Conquest Of The Fallen: Dark Dominions
Chapter 378: The Docks of Colony
"...FLAGS THAT FUCK THE SKY? I don’t think that’s a slang any proper nation wants to be known by, however small. Or perhaps it is a deterrent to pirates, no?"
Thyra voiced her concerns to the genius of the harem, wiping at the corners of her mouth with a soft towel. Kambili was off in the corner, sulking, "I can’t believe I just threw up," she made a face. She always had to be the strong one. Inaia—the genius—told them. "Colony is not a nation. It is not autonomous. And what if the people there are not proper per se, we’re about to find out I guess. But seriously, are you guys good?"
"Ugh!" Kam made a worse face. "My mouth tastes off."
Thyra had shaken off the worst of the effects of literally space-jumping. She still needed to sit and have a glass of water. "You coulda told us we’d feel like shit that’s all." She mumbled. "The goddamn stories need to be corrected. You need a tough stomach for a [Divination]." She drank more water. "Fuck. I feel like my face is all odd angles." Thyra looked to Inaia, "is my face all odd angles?"
"Never." Eotigan’s timbre answered. "You couldn’t look like shit if you tried."
He refilled Thyra’s cup with a smile. Kambili and Inaia were staring. This was why they loved this demon. Eotigan made a joke out of it, before it turned into some deep moment, "see, I can be corny too."
PUUUH-PUUUUUHHHHH!!!
The landing horn blew loudly from the docks, shaking the group up. Eotigan focused yonder with the girls. He noticed first that unlike El Cabana, Colony had no natural beaches. It was all patch here and patch there of ugly earth that refused to grow shit. The trees looked like they fed on diet compost. No real evergreen lustre. Inaia echoed his thoughts: "magic must be involved here somewhere. Look at her gray shores. For a land surrounded by water, it sure doesn’t look it."
As the ship pulled into the docking, expensive wood met with that bleached earth in long lines of small tents where cargo and travellers were processed. Colony might have got shit soil but their architecture was proud.
The warship got extra attention as she coasted in and was anchored. She had to be roped too because she was a big mama. Eotigan and the girls were ready in their regalia; one look at him and everybody watching assumed he was a very, very rich pirate Captain. But then his insignia was the dark Raven of the [Empyrean] and his seal that of Her Majesty. So the spectators were confused. So, they began to place bets.
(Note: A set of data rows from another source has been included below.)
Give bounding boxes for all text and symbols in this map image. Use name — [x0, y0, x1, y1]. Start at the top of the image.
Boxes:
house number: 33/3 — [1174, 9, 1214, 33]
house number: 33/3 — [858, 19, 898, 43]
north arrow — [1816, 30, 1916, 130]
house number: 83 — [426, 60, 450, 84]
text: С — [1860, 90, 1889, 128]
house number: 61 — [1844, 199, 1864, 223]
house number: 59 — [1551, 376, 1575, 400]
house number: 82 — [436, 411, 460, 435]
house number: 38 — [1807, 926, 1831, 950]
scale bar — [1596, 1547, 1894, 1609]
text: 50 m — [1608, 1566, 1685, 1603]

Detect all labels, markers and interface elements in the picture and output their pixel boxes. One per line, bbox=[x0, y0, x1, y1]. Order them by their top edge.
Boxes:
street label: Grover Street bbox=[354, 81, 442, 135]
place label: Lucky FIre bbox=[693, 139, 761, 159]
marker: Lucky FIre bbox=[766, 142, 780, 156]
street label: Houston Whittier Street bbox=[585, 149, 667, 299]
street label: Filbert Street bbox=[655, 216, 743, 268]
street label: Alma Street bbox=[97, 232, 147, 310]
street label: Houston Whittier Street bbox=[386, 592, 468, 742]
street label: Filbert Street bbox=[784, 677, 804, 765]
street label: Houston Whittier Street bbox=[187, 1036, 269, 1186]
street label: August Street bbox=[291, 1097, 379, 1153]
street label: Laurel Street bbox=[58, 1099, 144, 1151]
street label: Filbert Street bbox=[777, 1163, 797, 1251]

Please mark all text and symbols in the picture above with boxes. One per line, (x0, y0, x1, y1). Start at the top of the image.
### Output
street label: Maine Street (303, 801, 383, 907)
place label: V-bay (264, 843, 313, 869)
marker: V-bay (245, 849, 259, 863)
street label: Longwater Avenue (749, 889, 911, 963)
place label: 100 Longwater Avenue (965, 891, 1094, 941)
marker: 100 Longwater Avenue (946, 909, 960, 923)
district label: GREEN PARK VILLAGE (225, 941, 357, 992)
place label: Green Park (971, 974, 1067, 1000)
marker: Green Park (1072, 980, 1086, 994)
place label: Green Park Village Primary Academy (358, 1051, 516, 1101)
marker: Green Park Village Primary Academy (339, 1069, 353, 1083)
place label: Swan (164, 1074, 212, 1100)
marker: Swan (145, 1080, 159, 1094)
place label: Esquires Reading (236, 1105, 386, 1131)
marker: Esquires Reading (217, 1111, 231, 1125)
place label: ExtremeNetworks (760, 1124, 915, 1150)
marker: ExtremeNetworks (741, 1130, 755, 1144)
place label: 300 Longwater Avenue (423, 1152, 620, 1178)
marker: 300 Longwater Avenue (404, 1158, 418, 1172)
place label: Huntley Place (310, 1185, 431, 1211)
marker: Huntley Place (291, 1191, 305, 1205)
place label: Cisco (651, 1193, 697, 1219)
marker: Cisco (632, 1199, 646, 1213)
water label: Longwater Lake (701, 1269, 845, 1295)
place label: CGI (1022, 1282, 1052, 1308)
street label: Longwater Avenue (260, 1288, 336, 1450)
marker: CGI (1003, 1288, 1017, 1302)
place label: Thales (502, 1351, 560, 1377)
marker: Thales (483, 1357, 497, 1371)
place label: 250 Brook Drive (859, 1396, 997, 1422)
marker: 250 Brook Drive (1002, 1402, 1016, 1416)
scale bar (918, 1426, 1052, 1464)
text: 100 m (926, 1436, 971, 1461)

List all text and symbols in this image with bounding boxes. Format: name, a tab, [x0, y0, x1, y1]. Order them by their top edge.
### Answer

"Watch her guns!" Eotigan leveled with the porters, making the smaller men part with their fear and smile for two second. He walked down the gangplank in company of the hottest women the hustle of Colony had ever never seen. One stocky handler with a single lens of looking goggles regarded Eotigan, murmuring, "first time I’ve seen a ginger that big."
Eotigan did hear him twenty steps away. He chuckled within. ’First time you’ve seen a demon, you sissy.’
There was a long line at the Holds—the rectangular buildings where every vessel was processed, but that line evaporated the moment a sweet pair golden boots embellished in real alligator skin stepped through. Eotigan had on his midnight doublet. Head to toe, he was custom dressed. His apparel woven of gold silks from Beihu, the far eastern kingdoms of the Nine Realms.
Click! Click! Click! Click!
His boot soles raptly captivated the room, soles so clean they reflected light. All conversing had stopped at his entry, wisping out like a drizzle. People did not know where to look. As mighty as he was dashing, he also had the loveliest doves behind him. And one of them wasn’t wearing a dress—but breeches and a waistcoat.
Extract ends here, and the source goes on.